[[ Material to process open ]]

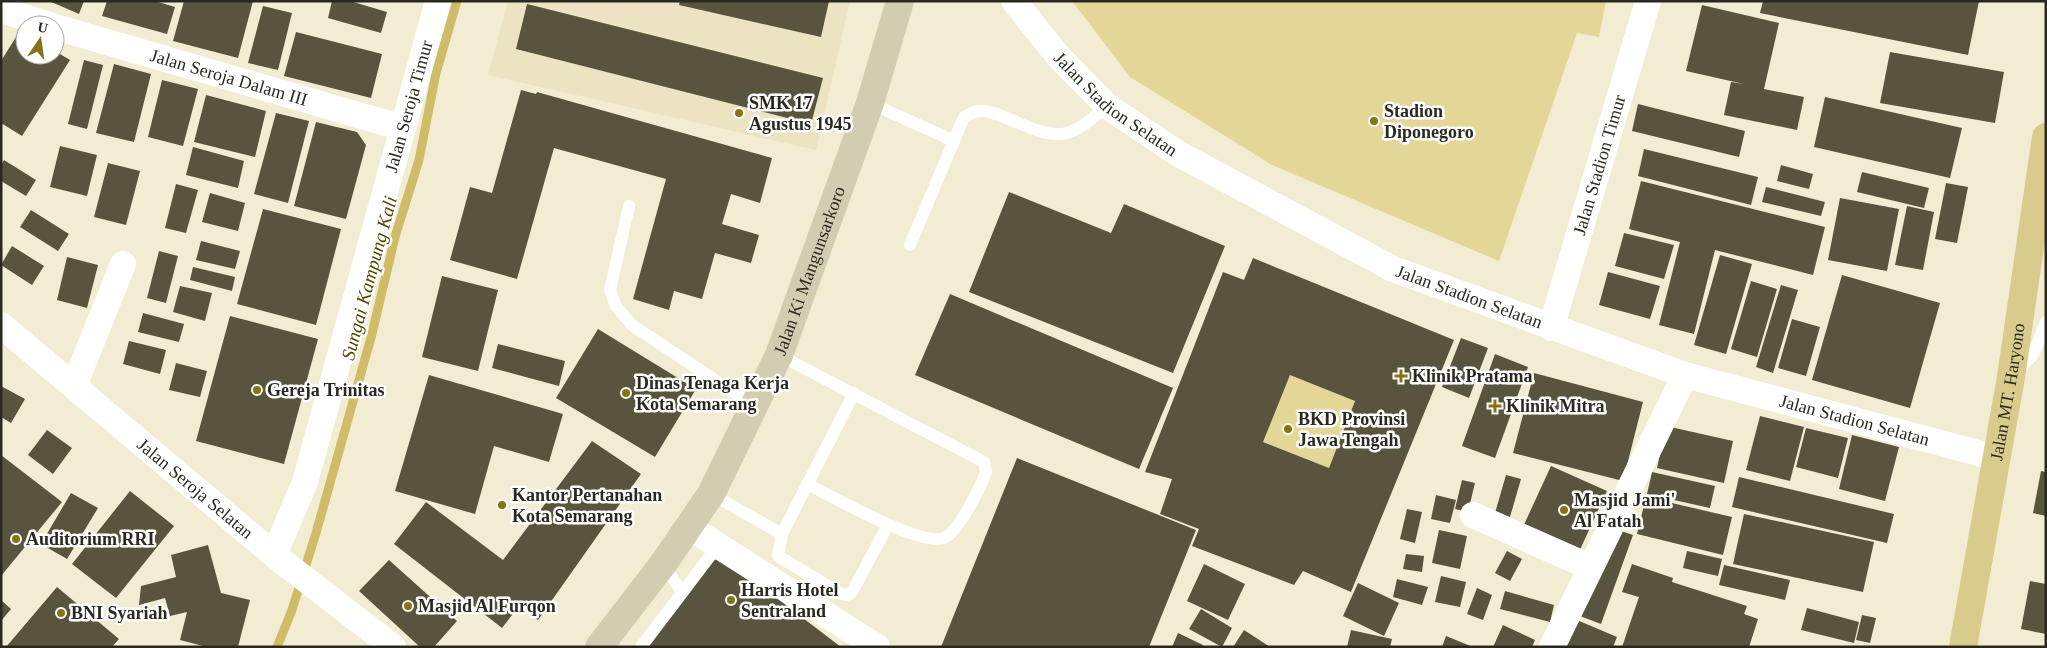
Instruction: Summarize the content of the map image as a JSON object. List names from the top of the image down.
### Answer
{
  "streets": {
    "main road": ["Jalan Ki Mangunsarkoro", "Jalan MT. Haryono"],
    "street": [
      "Jalan Seroja Dalam III",
      "Jalan Stadion Selatan",
      "Jalan Seroja Timur",
      "Jalan Stadion Timur",
      "Jalan Seroja Selatan"
    ]
  },
  "crossings": [
    ["Jalan Seroja Dalam III", "Jalan Seroja Timur"],
    ["Jalan Stadion Selatan", "Jalan Stadion Timur"],
    ["Jalan Stadion Selatan", "Jalan MT. Haryono"],
    ["Jalan Seroja Timur", "Jalan Seroja Selatan"]
  ],
  "water": ["Sungai Kampung Kali"],
  "places": {
    "other": [
      "SMK 17 Agustus 1945",
      "Stadion Diponegoro",
      "Gereja Trinitas",
      "Dinas Tenaga Kerja Kota Semarang",
      "BKD Provinsi Jawa Tengah",
      "Kantor Pertanahan Kota Semarang",
      "Masjid Jami' Al Fatah",
      "Auditorium RRI",
      "Harris Hotel Sentraland",
      "Masjid Al Furqon",
      "BNI Syariah"
    ],
    "health": ["Klinik Pratama", "Klinik Mitra"]
  },
  "north": "top"
}
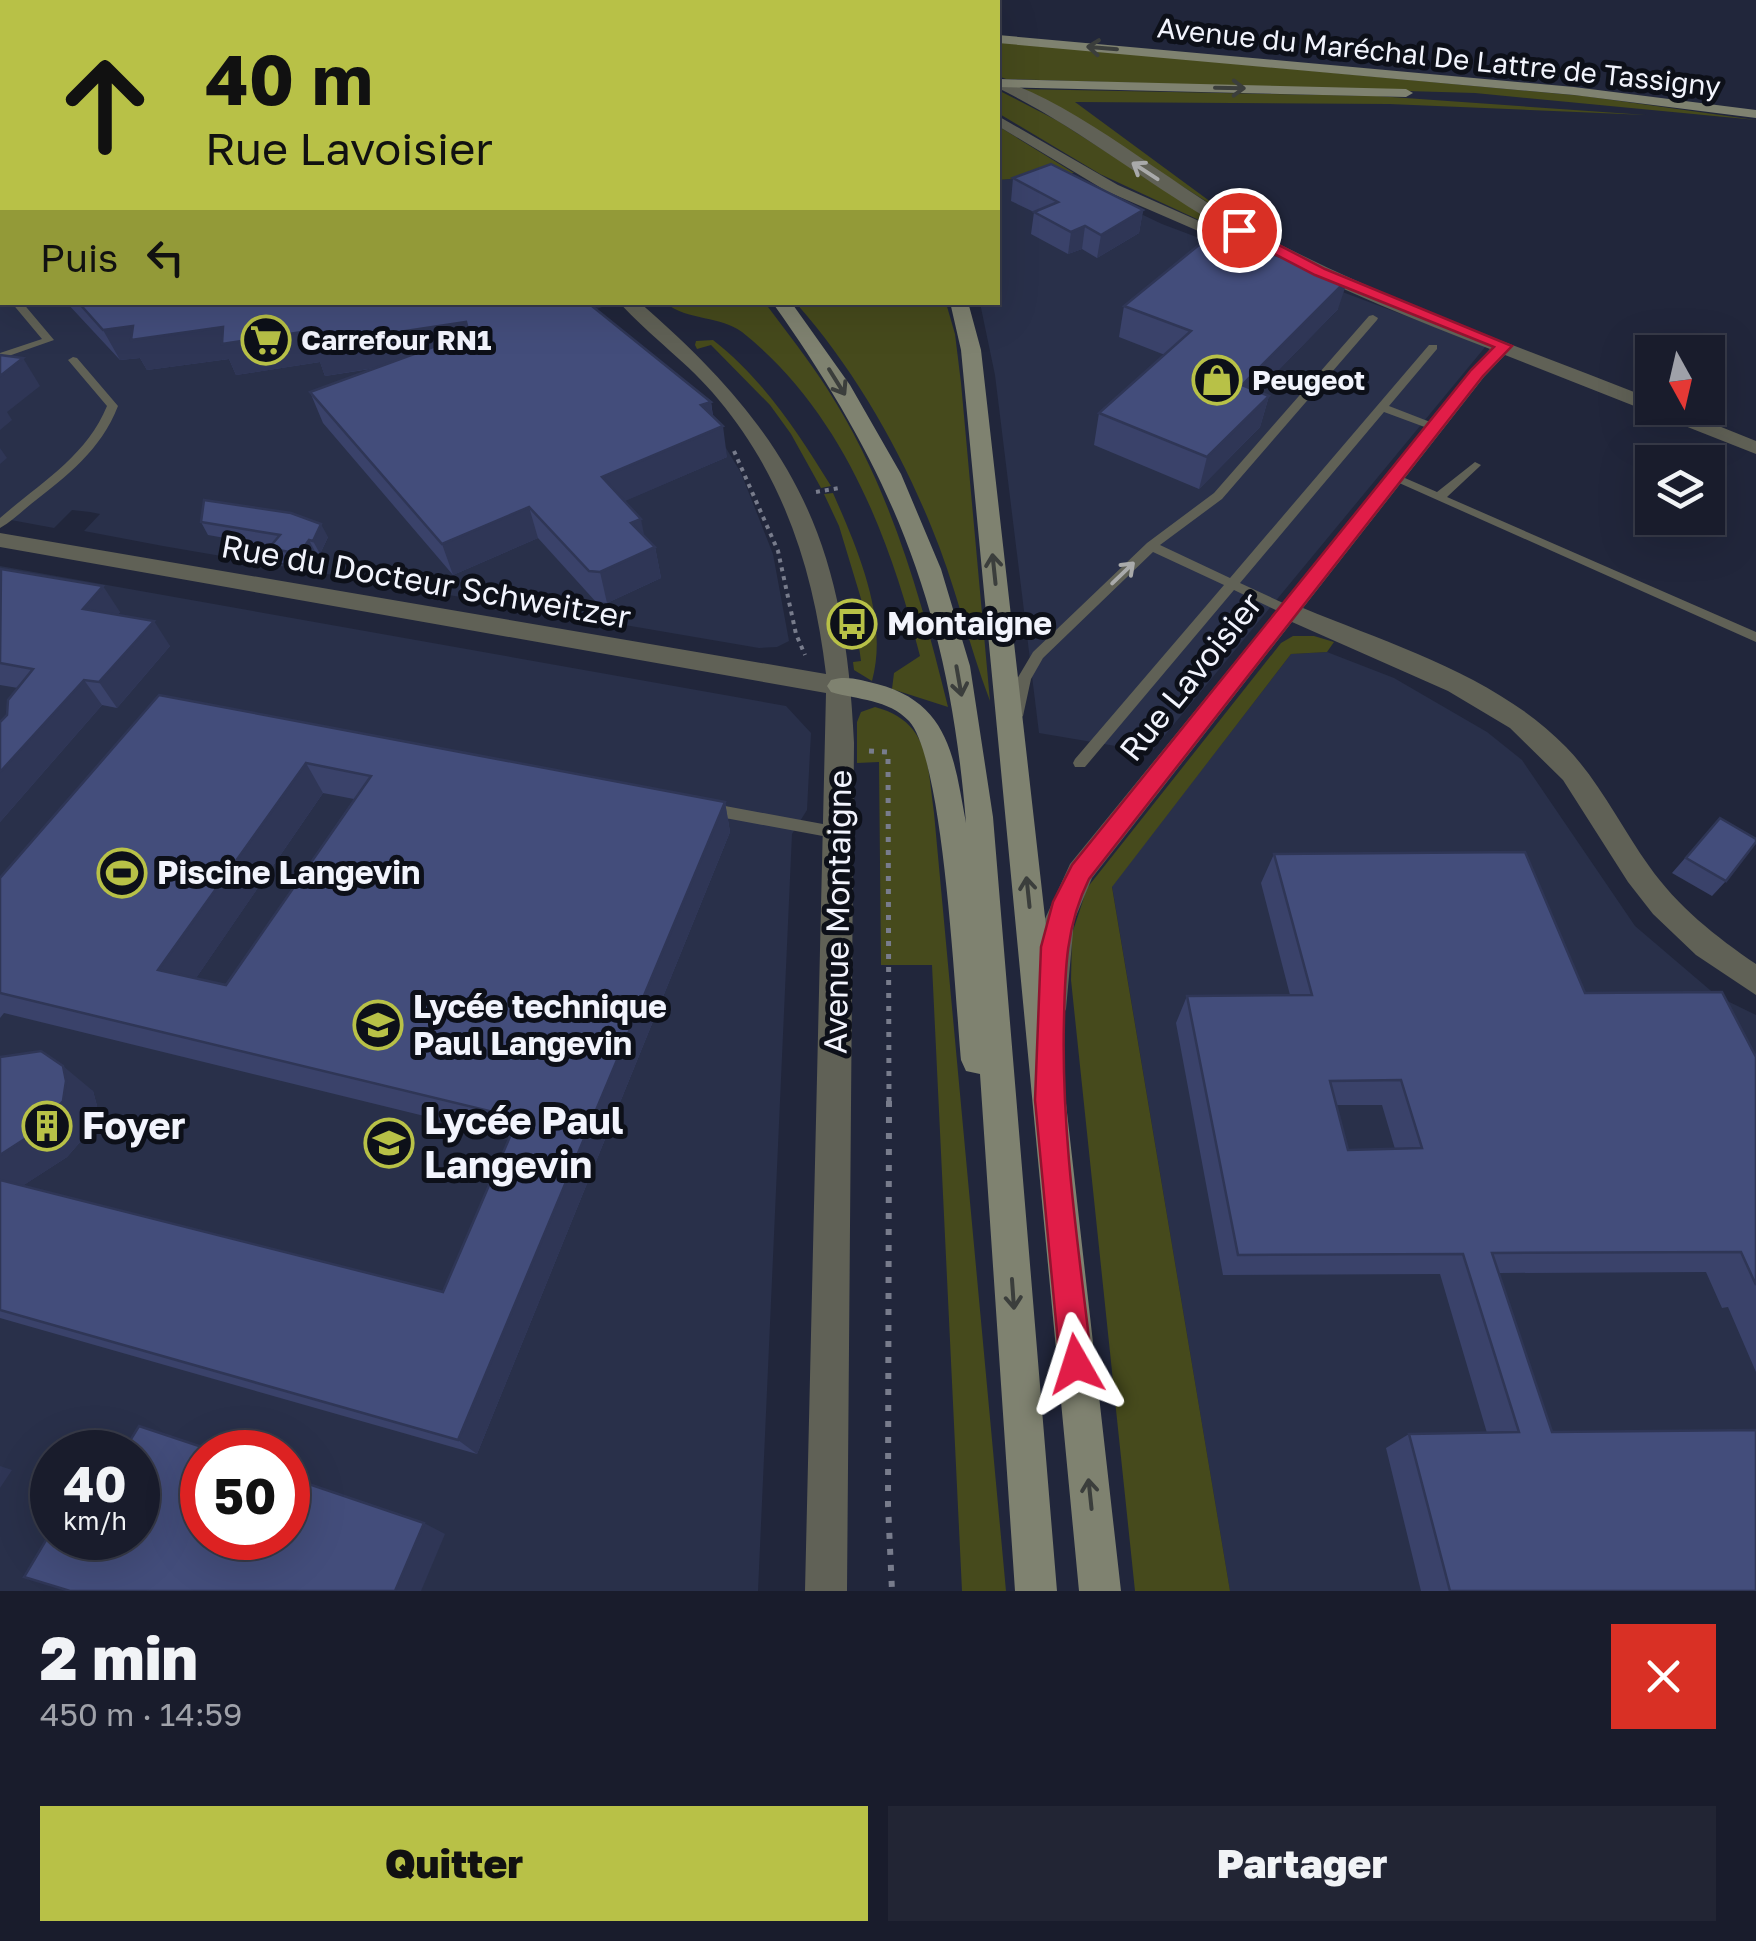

[[ Material to process closed ]]

■ **Exercise description**: Leave out the pictures and reproduce the rest of the records exactly.

■ **Answer space**:
Instruction: Summarize the content of the map image as a JSON object. List names from the top of the image down.
### Answer
{
  "streets": {
    "main road": ["Jalan Ki Mangunsarkoro", "Jalan MT. Haryono"],
    "street": [
      "Jalan Seroja Dalam III",
      "Jalan Stadion Selatan",
      "Jalan Seroja Timur",
      "Jalan Stadion Timur",
      "Jalan Seroja Selatan"
    ]
  },
  "crossings": [
    ["Jalan Seroja Dalam III", "Jalan Seroja Timur"],
    ["Jalan Stadion Selatan", "Jalan Stadion Timur"],
    ["Jalan Stadion Selatan", "Jalan MT. Haryono"],
    ["Jalan Seroja Timur", "Jalan Seroja Selatan"]
  ],
  "water": ["Sungai Kampung Kali"],
  "places": {
    "other": [
      "SMK 17 Agustus 1945",
      "Stadion Diponegoro",
      "Gereja Trinitas",
      "Dinas Tenaga Kerja Kota Semarang",
      "BKD Provinsi Jawa Tengah",
      "Kantor Pertanahan Kota Semarang",
      "Masjid Jami' Al Fatah",
      "Auditorium RRI",
      "Harris Hotel Sentraland",
      "Masjid Al Furqon",
      "BNI Syariah"
    ],
    "health": ["Klinik Pratama", "Klinik Mitra"]
  },
  "north": "top"
}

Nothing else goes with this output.